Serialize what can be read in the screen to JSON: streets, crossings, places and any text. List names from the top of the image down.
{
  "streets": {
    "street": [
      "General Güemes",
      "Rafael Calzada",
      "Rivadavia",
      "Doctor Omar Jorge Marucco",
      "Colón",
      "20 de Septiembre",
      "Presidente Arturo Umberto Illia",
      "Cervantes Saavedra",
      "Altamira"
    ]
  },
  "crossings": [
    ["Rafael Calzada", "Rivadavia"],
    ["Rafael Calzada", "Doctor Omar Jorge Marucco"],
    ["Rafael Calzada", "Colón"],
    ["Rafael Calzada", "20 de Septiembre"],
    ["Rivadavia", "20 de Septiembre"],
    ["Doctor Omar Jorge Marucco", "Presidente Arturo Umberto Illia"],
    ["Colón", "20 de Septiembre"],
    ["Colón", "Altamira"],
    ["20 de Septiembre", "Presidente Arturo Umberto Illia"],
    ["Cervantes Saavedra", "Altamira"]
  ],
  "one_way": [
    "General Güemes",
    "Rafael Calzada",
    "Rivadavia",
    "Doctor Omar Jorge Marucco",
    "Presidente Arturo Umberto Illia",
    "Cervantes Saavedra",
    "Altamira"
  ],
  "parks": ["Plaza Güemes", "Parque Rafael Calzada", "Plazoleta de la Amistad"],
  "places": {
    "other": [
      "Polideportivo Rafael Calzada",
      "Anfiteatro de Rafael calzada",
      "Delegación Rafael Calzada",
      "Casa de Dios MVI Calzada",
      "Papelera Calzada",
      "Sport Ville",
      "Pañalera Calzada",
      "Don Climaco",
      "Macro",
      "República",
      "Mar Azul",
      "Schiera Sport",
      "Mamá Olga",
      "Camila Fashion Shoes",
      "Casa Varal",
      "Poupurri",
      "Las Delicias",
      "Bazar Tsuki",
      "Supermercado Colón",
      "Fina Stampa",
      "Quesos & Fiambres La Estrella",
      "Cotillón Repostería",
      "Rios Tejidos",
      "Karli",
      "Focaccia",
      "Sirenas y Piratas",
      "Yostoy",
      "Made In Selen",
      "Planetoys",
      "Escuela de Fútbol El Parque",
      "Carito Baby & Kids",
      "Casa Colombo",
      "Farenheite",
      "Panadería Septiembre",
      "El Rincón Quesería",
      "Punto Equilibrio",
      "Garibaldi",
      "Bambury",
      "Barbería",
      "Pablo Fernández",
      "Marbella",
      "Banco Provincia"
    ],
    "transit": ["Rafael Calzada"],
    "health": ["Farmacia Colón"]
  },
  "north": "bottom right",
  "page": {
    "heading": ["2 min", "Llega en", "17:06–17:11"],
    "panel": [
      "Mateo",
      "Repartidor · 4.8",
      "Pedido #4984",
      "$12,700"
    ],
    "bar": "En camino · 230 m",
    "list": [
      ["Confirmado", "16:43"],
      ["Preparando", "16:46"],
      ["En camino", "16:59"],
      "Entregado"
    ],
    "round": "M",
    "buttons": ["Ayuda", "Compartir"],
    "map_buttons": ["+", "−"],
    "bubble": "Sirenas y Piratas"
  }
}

> [WORK REQUEST] Look through the records above and please copy every line in which the string "Presidente" occurs.

> [RESPONSE BOX]
      "Presidente Arturo Umberto Illia",
    ["Doctor Omar Jorge Marucco", "Presidente Arturo Umberto Illia"],
    ["20 de Septiembre", "Presidente Arturo Umberto Illia"],
    "Presidente Arturo Umberto Illia",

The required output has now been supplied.